Seguradoras tradicionalmente recorrem a uma ampla gama de dados para traçar o perfil de risco de seus clientes, como idade, profissão, distância percorrida diariamente, histórico familiar e gênero. No entanto, um levantamento recente sugere que um fator inusitado também entrou na equação: o signo do zodíaco. Um estudo estatístico da seguradora russa VSK Insurance House analisou a relação entre perfis astrológicos e a frequência de acidentes de trânsito ao longo de 2025.

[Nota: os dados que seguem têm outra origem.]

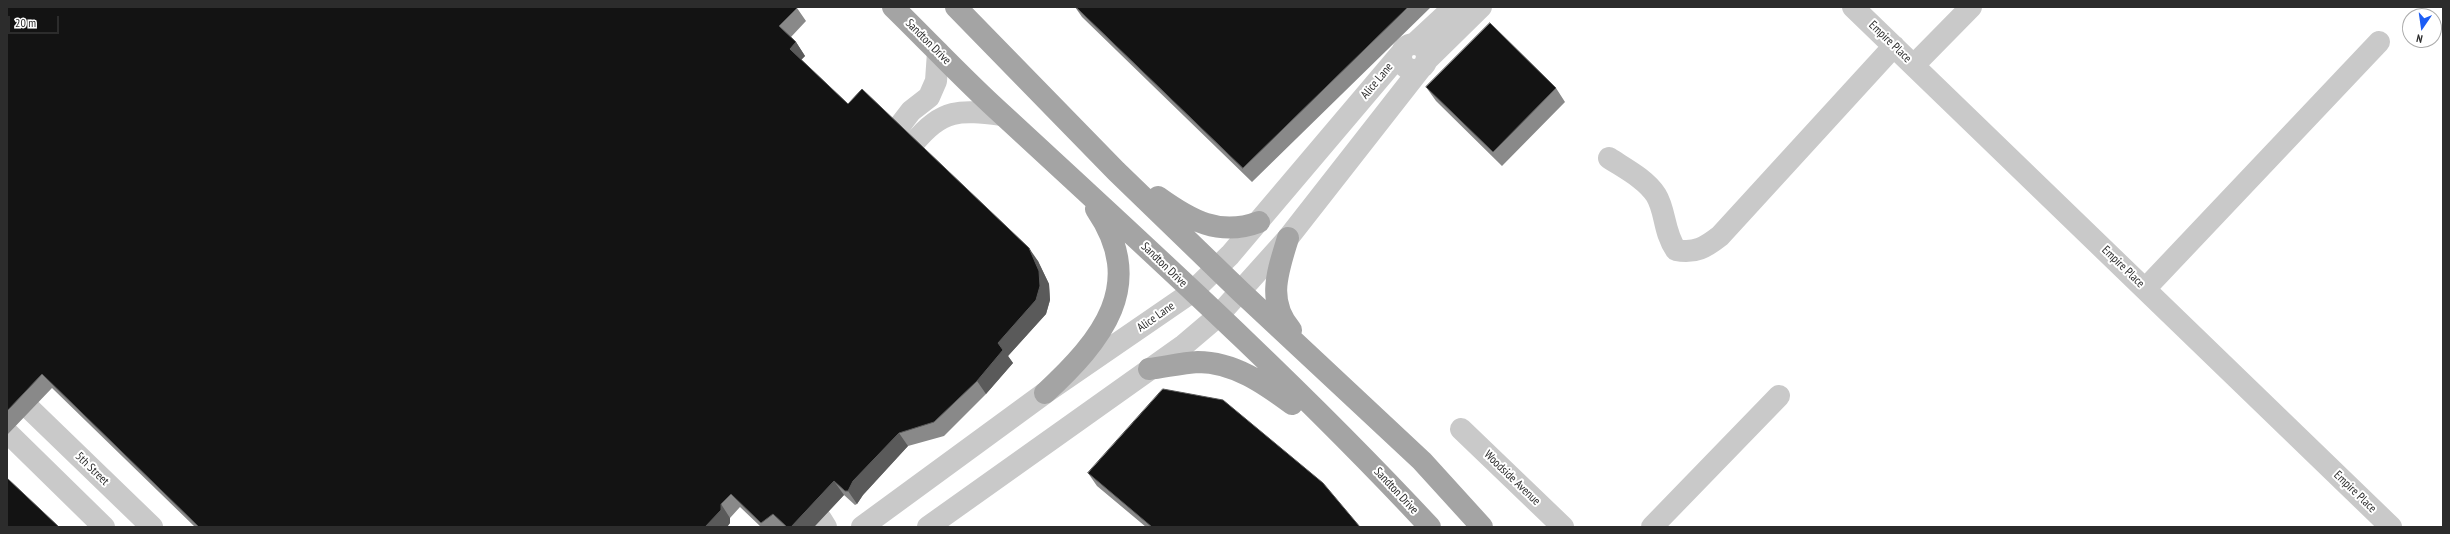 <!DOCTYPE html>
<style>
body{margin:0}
#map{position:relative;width:2450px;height:534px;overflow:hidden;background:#fff;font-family:"PT Sans Narrow",sans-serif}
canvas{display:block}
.frame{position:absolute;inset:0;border:8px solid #2c2c2c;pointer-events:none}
.north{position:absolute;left:2402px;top:8px;width:40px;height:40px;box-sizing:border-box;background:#fff;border:1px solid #ababab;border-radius:50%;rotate:193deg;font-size:11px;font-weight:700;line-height:16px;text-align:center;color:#2c2c2c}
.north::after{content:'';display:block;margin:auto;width:14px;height:18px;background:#1c5df5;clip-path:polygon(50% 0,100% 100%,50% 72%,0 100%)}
.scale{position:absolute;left:8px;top:16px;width:51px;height:18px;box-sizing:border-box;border:2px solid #2c2c2c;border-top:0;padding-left:5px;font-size:12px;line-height:14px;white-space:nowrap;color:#2c2c2c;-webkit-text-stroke:3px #fff;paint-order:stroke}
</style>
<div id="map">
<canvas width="2450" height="534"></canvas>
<div class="frame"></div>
<div class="north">N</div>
<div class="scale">20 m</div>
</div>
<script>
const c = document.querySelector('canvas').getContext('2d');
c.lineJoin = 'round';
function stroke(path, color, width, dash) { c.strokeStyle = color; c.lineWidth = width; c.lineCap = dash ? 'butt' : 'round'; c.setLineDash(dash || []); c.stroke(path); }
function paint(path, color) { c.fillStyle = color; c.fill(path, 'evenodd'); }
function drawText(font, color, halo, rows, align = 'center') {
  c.font = font + ' "PT Sans Narrow",sans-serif'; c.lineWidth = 4; c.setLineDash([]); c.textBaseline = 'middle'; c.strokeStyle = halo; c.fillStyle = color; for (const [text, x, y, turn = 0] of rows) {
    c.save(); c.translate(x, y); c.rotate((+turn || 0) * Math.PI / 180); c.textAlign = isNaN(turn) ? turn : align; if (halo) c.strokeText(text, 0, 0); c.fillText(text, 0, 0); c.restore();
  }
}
stroke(new Path2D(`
 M1853 7 2391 527
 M1414 44 1454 7
 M1401 57a13 13 0 1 1 26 0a13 13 0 1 1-26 0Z
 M1426 61 1481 7
 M1914 65 1971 7
 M898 128 911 111 929 97 936 81 938 52
 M914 143C942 108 960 110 1002 115
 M1609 158C1624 168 1646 179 1656 195 1666 211 1663 231 1676 250 1695 254 1706 247 1720 236L1894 46
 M2145 289 2379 42
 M31 410 152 527
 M1461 429 1563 527
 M8 433 104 527
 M821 519 826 527
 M862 527 1045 393 1192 292 1230 255 1402 52
 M928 527 1184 345 1217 317 1288 238 1421 68
 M1652 527 1779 396`), '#c9c9c9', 22);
stroke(new Path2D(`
 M893 7C930 43 965 81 1003 115 1148 249 1295 382 1430 527
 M956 7 1116 171 1240 291 1422 461 1482 527
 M1158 197C1190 220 1219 237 1259 222
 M1288 238C1278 271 1266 301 1291 330
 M1149 369C1165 367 1182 363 1198 362 1234 362 1265 384 1292 404
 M1045 393C1102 340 1148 285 1096 209`), '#a4a4a4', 22);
paint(new Path2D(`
 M7 7 797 8 806 21 791 37 796 42 805 56 801 60 848 104 1038 261 1049 284 1050 300 1046 314 1008 356 1013 363 986 394 944 436 908 446 863 495 857 504 855 505 844 495 814 527H761L740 507 730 518V523L727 527H195L52 388 7 435Z
 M1075 7H1431L1252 182 1082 17Z
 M1426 87 1556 88 1565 102 1502 166 1436 101Z
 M1088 473 1360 527H1146L1097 486Z`), '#898989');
paint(new Path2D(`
 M796 42 805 56 799 62 790 49Z
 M1029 248 1038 261 1049 284 1050 300 1046 314 1008 356 1013 363 986 394 977 381 998 343Z
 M899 433 908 446 863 495 857 504 848 491 853 481Z
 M834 481 844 495 814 527H791Z
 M721 504 730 518V523L727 527H705Z`), '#5a5a5a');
const building = new Path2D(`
 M7 7H796L797 8 779 26 796 42 790 49 848 104 862 89 1029 248 1039 271 1040 286 1036 300 998 343 1003 350 977 381 934 422 899 433 853 481 848 491H845L834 481 791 527H787L773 514 761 523 731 494 721 504V510L705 527H199L42 374 7 411Z
 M1076 7H1408L1243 168Z
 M1490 23 1556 88 1493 152 1426 87Z
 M1163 389 1223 400 1323 483 1360 527H1152L1088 473Z
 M7 478 59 527H7Z`);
paint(building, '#131313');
stroke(building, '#5a5a5a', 1);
drawText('12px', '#2c2c2c', '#fff', [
 ["Sandton Drive",928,42,45],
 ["Empire Place",1890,42,44],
 ["Alice Lane",1377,81,-50],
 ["Sandton Drive",1164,265,44],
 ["Empire Place",2123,267,44],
 ["Alice Lane",1156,317,-35],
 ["5th Street",92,469,44],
 ["Woodside Avenue",1512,478,44],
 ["Sandton Drive",1396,491,47],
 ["Empire Place",2355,492,44]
]);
</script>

A pesquisa cruzou informações do Osago — seguro obrigatório na Rússia — com os signos do zodíaco, buscando identificar padrões de envolvimento em sinistros. Divulgado no fim de dezembro, o levantamento indica que alguns signos apareceram com maior frequência como causadores de acidentes no período analisado, o que pode influenciar discussões sobre análise de perfis de risco no setor segurador.
Segundo o estudo, os cinco signos mais frequentemente envolvidos em acidentes em 2025 foram Capricórnio, Leão, Touro, Áries e Câncer. Juntos, eles responderam por mais de 44% de todos os registros considerados. Em contraste, Escorpião e Sagitário foram classificados como os signos mais cautelosos ao volante, apresentando os menores índices de envolvimento em sinistros.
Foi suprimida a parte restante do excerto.